__Task brief__
Isolate every line in the data with the string "Express" and copy it.
* * *
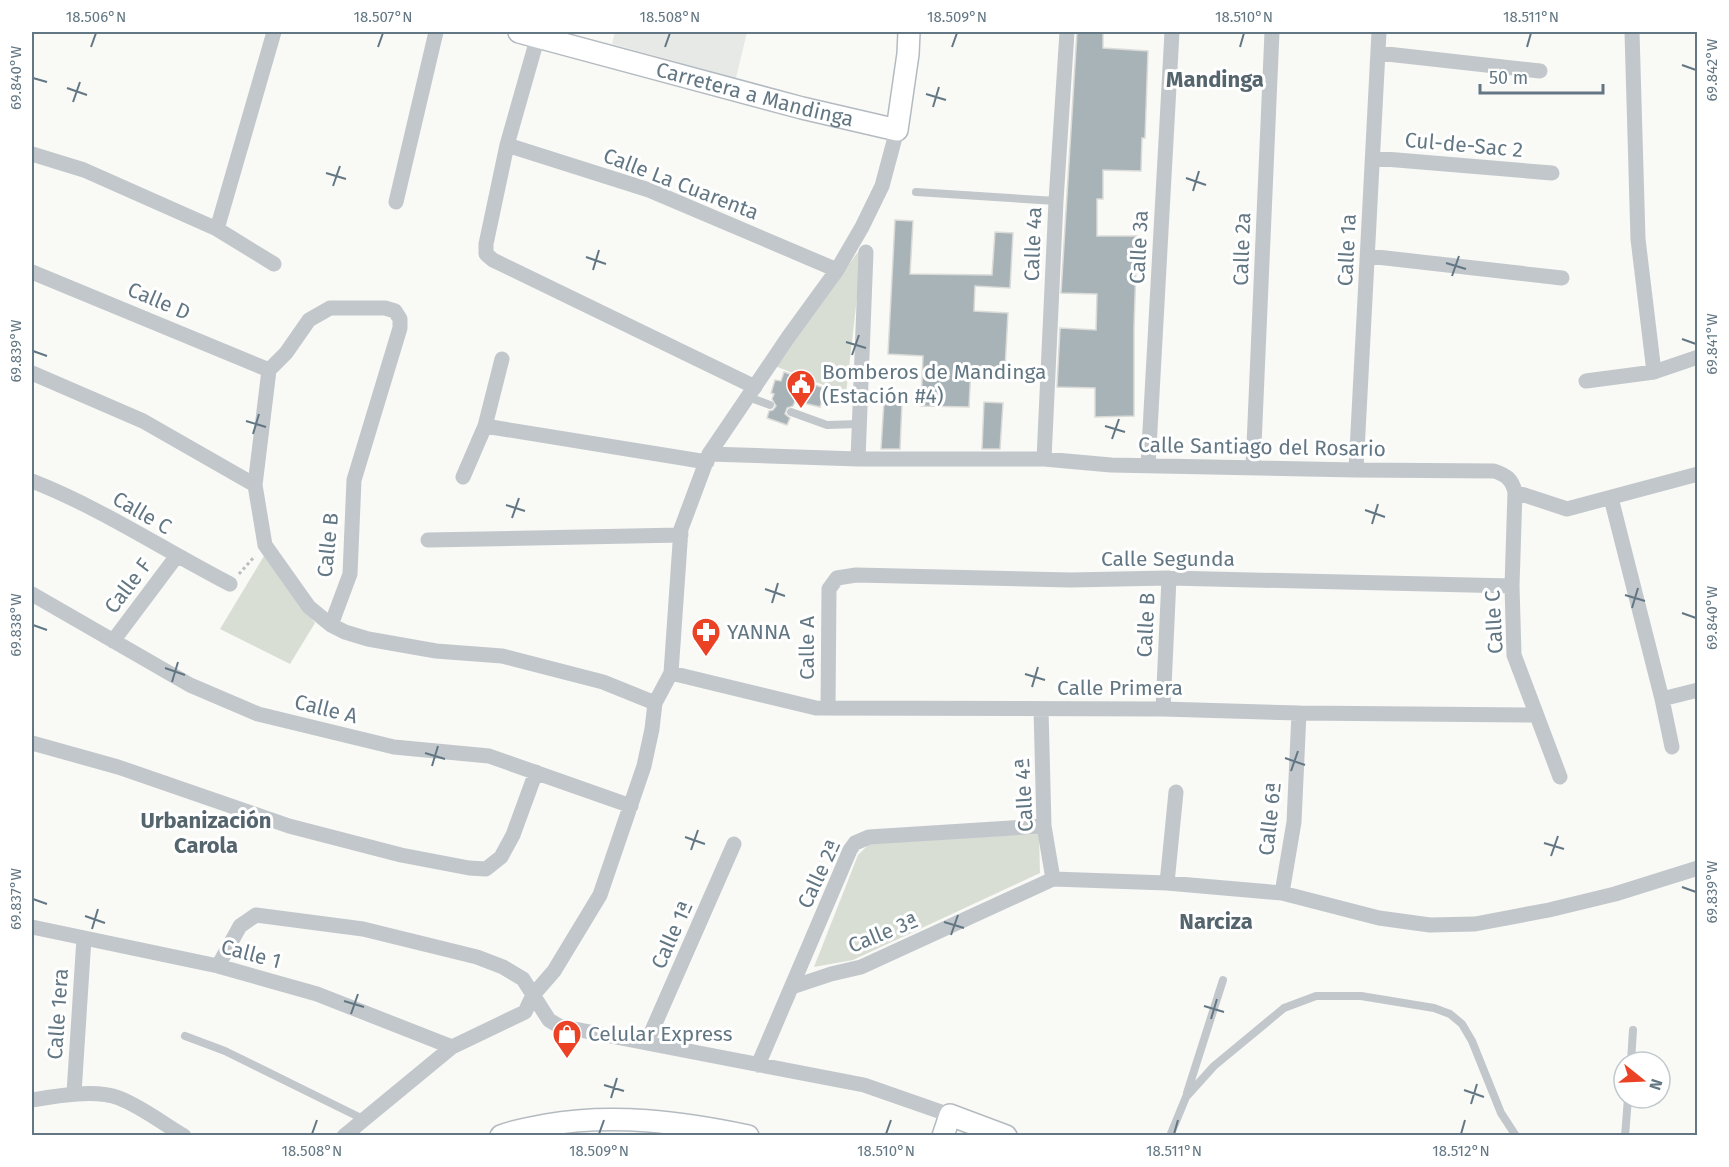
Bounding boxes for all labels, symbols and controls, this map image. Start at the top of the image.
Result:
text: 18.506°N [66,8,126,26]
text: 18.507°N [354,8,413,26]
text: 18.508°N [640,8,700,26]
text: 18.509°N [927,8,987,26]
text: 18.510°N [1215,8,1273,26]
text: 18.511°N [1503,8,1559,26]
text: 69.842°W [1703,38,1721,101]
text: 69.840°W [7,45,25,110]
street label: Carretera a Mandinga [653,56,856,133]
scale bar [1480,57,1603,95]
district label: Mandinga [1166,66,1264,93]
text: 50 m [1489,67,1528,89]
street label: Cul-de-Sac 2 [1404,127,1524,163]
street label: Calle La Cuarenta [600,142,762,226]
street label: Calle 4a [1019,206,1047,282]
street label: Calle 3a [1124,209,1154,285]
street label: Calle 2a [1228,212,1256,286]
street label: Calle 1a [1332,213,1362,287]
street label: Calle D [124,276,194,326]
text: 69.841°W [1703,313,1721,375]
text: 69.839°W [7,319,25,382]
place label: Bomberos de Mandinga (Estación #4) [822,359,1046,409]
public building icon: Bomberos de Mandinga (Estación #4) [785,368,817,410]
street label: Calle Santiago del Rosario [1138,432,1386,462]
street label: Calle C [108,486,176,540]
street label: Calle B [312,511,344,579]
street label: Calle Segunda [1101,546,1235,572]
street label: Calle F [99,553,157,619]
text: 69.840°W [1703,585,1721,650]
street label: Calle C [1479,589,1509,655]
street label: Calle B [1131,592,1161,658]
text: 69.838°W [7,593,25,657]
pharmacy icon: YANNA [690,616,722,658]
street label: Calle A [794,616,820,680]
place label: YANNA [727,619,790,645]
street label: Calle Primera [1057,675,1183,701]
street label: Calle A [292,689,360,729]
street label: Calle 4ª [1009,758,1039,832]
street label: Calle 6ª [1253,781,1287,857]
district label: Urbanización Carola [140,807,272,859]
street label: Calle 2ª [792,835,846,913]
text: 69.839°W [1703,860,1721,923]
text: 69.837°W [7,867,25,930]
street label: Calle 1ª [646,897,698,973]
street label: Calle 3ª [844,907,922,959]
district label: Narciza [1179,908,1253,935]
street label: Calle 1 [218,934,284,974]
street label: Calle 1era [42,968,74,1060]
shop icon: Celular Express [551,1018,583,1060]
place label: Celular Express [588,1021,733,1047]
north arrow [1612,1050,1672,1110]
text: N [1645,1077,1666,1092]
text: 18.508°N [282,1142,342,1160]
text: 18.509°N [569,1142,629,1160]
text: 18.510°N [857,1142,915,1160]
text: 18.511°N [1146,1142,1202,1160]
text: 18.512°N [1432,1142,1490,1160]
* * *
__Task result__
shop icon: Celular Express [551,1018,583,1060]
place label: Celular Express [588,1021,733,1047]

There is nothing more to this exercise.